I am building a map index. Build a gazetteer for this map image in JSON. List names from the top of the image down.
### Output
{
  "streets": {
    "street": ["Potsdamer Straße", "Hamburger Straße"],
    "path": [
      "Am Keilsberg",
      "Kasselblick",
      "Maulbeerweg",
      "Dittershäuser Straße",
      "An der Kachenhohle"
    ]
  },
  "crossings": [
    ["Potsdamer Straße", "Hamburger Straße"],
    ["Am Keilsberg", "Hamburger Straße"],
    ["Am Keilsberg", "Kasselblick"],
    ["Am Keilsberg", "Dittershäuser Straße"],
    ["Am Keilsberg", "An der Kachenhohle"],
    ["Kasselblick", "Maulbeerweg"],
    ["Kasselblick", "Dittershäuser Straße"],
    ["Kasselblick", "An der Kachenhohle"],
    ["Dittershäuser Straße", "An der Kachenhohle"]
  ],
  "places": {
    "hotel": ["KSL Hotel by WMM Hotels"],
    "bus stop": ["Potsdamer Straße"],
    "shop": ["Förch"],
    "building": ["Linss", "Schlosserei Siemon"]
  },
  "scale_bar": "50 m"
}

══════════

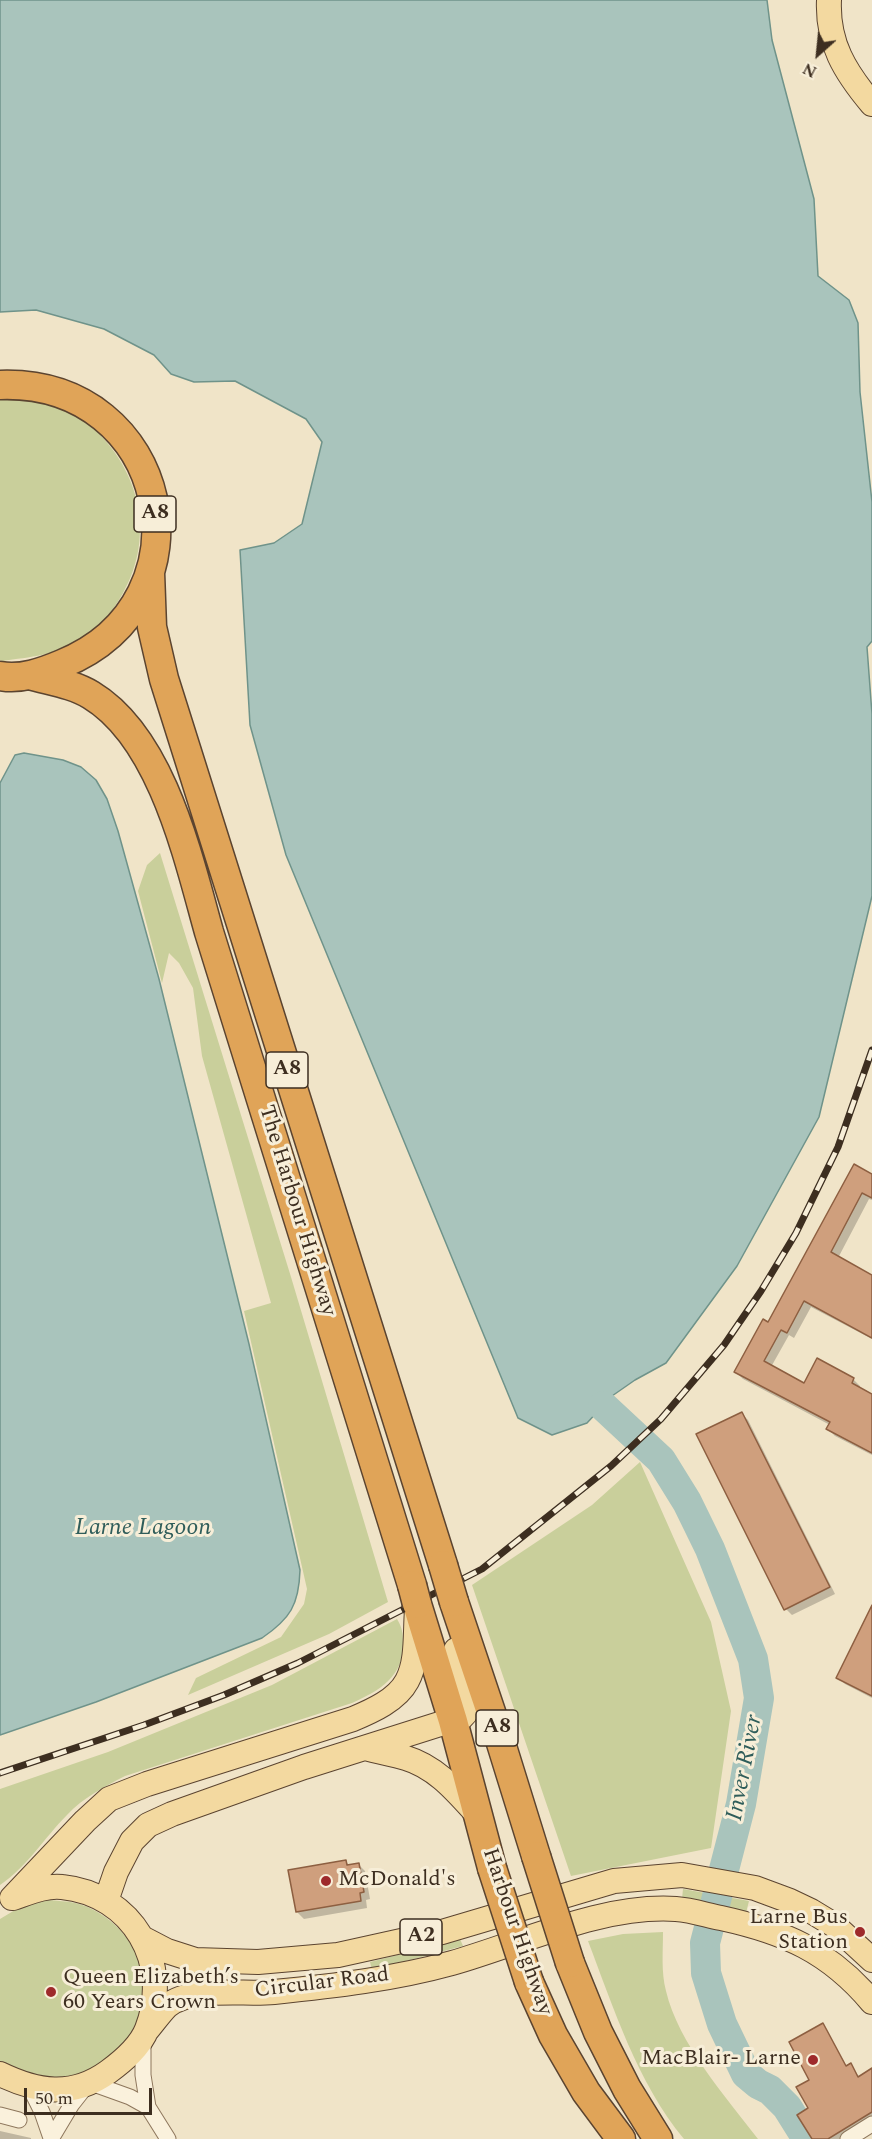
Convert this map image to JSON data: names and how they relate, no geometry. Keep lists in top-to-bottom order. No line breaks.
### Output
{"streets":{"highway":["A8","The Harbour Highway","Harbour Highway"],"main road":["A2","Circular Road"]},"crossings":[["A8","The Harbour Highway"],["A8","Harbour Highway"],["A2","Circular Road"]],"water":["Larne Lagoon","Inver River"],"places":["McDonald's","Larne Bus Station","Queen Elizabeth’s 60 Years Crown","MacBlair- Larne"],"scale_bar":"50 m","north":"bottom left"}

══════════

■ Task details ■
Reply with nothing except the number of lines in the listing above that include "names".

■ Answer for the task ■
2